The women of Udaipur pay homage to idols of the divine couple: Gana & Gauri.
Judaism, Islam and Christianity are easy because you only have to account for three gods. If you want to be a stickler: one god, three names. Factor in the Holy Trinity and let us call it five. Hinduism too has its version of the Trinity--this is known as the Trimurti--but the tally of Hindu gods does not stop there. Whilst performing a Puja, or "blessing," for me in the holy city of Pushkar, an unscrupulous Brahmin priest explained the Trimurti as "God is G.O.D. We have a generator, an operator and a destroyer." The Generator is the omnipresent, omniscient, pervasive but intangible Bhrama; the operator primarily manifests himself in the form of Vishnu and the destroyer in the form of Shiva. Simple enough, right? Wrong! Each of the members of the Trimurti has several incarnations. Add to that Vishnu and Shiva's children, siblings, lovers and servants--in addition to all of the manifestations of these divine entities--and you have a total somewhere in the tens to hundreds of millions. Our cab driver in New Delhi said that most Hindus cannot even name anywhere near all of the deities as each Hindu has his own special patron god. Nevertheless, out of these millions of gods you may recognize: Shiva's son Ganesha, the elephant-headed god of new beginnings, the letters and sciences; Buddha, the ninth incarnation of Vishnu and Hanuman, the monkey headed servant of Vishnu. Have you got a headache yet? To understand the significance of Mewar you only have to remember two names, Gana and Gauri, the divine couple, two incarnations of Shiva and his lover Parvati. For women across India, but particularly in the western state of Rajasthan, paying homage to these two gods is crucial to maintaining the structure of the Hindu family and by association Hindu society as a whole.

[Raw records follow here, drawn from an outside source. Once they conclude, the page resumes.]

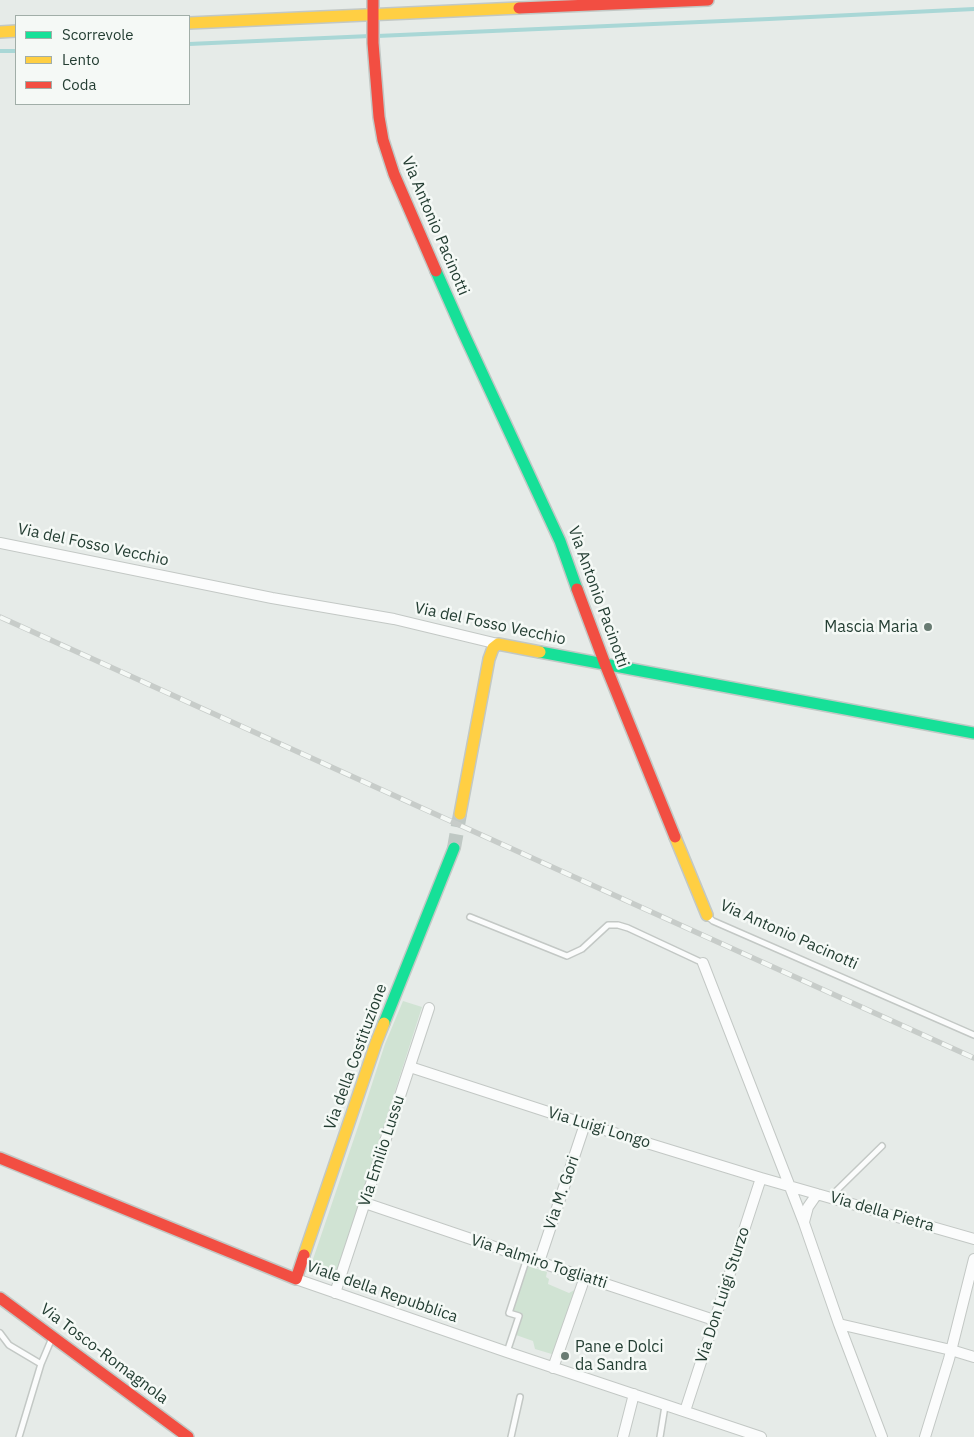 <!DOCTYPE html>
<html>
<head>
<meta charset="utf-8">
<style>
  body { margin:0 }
  #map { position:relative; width:974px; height:1437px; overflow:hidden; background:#e6ebe8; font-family:"IBM Plex Sans",sans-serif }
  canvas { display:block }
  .legend { position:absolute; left:15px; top:15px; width:175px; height:90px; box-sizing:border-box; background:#f5f9f6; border:1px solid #a1aea8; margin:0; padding:6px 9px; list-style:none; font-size:15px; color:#243e33 }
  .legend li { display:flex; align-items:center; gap:10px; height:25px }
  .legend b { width:25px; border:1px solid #a1aea8 }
</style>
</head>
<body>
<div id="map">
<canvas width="974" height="1437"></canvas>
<ul class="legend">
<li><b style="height:6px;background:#16e098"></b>Scorrevole</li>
<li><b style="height:6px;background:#ffcf43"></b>Lento</li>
<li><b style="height:6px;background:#f24e42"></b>Coda</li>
</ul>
</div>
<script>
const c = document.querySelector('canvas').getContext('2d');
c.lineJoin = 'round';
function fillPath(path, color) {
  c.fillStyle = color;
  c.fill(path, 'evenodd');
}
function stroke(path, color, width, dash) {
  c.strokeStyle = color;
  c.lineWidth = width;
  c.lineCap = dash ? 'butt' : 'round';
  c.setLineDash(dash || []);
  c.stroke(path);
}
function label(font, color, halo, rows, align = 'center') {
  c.font = font + ' "IBM Plex Sans",sans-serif';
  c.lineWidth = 5;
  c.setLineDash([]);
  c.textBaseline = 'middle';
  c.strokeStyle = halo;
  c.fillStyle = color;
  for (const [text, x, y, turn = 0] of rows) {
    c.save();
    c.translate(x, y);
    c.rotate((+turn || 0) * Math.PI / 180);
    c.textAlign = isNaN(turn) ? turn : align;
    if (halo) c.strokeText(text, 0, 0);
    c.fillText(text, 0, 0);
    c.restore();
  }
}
fillPath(new Path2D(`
  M403,1001L422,1007L336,1275C325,1280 322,1277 312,1271L311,1265L360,1121L385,1044Z
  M528,1266L547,1272L546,1277L549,1279L548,1284L569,1293L578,1288L555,1355L535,1349L533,1341L516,1335L523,1315L513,1311Z`), '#d0e3d3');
stroke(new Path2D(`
  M377,36L769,19L974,9
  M189,44L370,36
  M0,51H16`), '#a9d7d6', 4);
stroke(new Path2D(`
  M454,848L460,814`), '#bfc8c4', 14, [14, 7]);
const lane = new Path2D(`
  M707,916L713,921L974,1035
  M470,917L567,956L582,949L608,925H618L628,928L703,963
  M830,1197L882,1146
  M0,1333L9,1345L41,1364
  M507,1352L519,1316L509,1313L527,1258
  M19,1437L41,1364L52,1338
  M511,1437L520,1397
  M660,1437L665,1406`);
const street = new Path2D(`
  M0,543L272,598L394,619L498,644
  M703,963L804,1223L839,1324L882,1437
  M410,1067L585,1124L761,1178L974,1239
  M365,1203L527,1258L714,1320
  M804,1222L808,1207L817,1194
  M539,1262L585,1124
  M296,1279L507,1352L761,1437
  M335,1293L429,1008
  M839,1324L951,1350L974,1357
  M553,1368L585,1277
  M685,1411L761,1178
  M623,1437L634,1394
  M925,1437L949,1359L974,1259`);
const fast = new Path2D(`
  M436,271L463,332L560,541L577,589
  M540,652L974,733
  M384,1023L454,848`);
const slow = new Path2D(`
  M189,23L519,8
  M0,32L16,31
  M460,814L489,659L493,648L498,644L540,652
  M675,837L707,915
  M304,1255L376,1043L384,1023`);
const jam = new Path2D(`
  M373,0V43L379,117L383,140L394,174L436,271
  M519,8L708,0
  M577,589L605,664L675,837
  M0,1158L296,1279L304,1255
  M0,1298L188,1437`);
stroke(lane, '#c3c8c5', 8);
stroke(street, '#c3c8c5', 12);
stroke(fast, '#c2c8c5', 14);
stroke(slow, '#c2c8c5', 14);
stroke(jam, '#c2c8c5', 14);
stroke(lane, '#fbfcfc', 5);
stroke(street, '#fbfcfc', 10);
stroke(fast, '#16e098', 11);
stroke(slow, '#ffcf43', 11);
stroke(jam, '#f24e42', 11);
const rail = new Path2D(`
  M0,617L974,1058`);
stroke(rail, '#c7ccc9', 5.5);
stroke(rail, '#f5f9f6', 4, [11]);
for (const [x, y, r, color] of [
  [928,627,5,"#687b72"],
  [565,1356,5,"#687b72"]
]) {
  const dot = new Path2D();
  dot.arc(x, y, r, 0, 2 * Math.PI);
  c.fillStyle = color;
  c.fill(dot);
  stroke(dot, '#f5f9f6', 2);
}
label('16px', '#243e33', '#f5f9f6', [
  ["Via Antonio Pacinotti",435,226,67],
  ["Via del Fosso Vecchio",93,545,12],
  ["Via Antonio Pacinotti",598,597,70],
  ["Via del Fosso Vecchio",490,624,12],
  ["Via Antonio Pacinotti",789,935,24],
  ["Via della Costituzione",356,1057,-70],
  ["Via Luigi Longo",599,1128,17],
  ["Via Emilio Lussu",382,1151,-72],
  ["Via M. Gori",562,1193,-71],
  ["Via della Pietra",882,1212,16],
  ["Via Palmiro Togliatti",539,1262,18],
  ["Viale della Repubblica",382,1292,19],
  ["Via Don Luigi Sturzo",723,1295,-72],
  ["Via Tosco-Romagnola",104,1354,37]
]);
label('16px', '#243e33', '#f5f9f6', [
  ["Mascia Maria",918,627],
  ["Pane e Dolci",575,1347,"left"],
  ["da Sandra",575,1365,"left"]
], 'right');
</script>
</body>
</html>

I Am Woman Throughout much of Indian society, particularly in rural areas and to a diminishing extent in urban centers, women essentially dictate the structure and direction of Hindu society. For example, the matriarch of a family--typically the mother of the oldest groom-- mandates who gets married to whom, whether or not a marriage will last, how many children their daughter in-law should produce and amongst many other things, which child gets to go to school. A morbid example of a matriarch's power and somewhat of a conversational taboo is the "kitchen fire." Every year women all over India mysteriously die in kitchen fire "accidents." Who strikes the match? More often than not a discontented mother in law is to blame for the arson/murder. Despite their autocratic role within the family, the outward role of women in society is quite marginal. Women rule from the house and it is predominantly men who are the face of Hindu society. It is for this reason that on a typical Indian day it is quite difficult to find groups of women hanging around. Instead they can be found at market selling or buying goods. Make no mistake however, as matriarchs wield unrivaled power in day to day matters and keep the cornerstone of Hindu society, the family, firmly intact. Women are the most religiously pious in Indian society; they will even drag children out of school to observe one of an unquantified number of religious festivals and Mewar is one such festival
With idols on their heads, young girls lead the Gangaur procession toward the main ghat at Lake Pichola.
Once a year, in late March, matters of church and state combine and the women of Rajasthan province are let loose in a flurry of color and pomp upon the streets of this beautiful dessert province. Every Rajasthani city has its own way of celebrating the union between the divine couple of Gana and Gauri--a.k.a Shiva and Parvati--and I had the distinct pleasure of witnessing the city of Udaipur's festivities first hand. Over a three day period, from March 29th to the 31st, the women of every neighborhood in Udaipur gather together in their best and most colorful saris and take turns marching in "Gangaur processions" towards this fairytale town's local land mark, Lake Pichola. For many of these women it is the most social contact they may have all year, and they make the most of it by singing dancing and letting loose a little. Although, these women have not only come to let their proverbial hair down, their is business afoot, and as in most other cases it involves the maintenance of the Indian family unit. Married women pray to the divine couple to ensure a long and prosperous life for their husbands, while unmarried women pray to find a suitable husband. The mothers of unmarried daughters scan and chat up the male onlookers in pursuit of this suitable husband for their daughters--arranged marriages are the norm in much of India--while their daughters pray and make offerings to the idol gods.
Children dressed as Gana and Gauri are paraded through town on the way to the lake.
While watching the Mewar spectacle I had many thoughts running through my head. "Is this perhaps the most beautiful thing I have ever witnessed?" "Is such a festival propagating the negatives of Indian society?" "Who am I to judge?" What can be said about Mewar is that it certainly achieves its intended goal; the Indian family can not be said to look any stronger than during these three days in late March.
The epitome of Mewar. Three generations of women dressed in their best saris.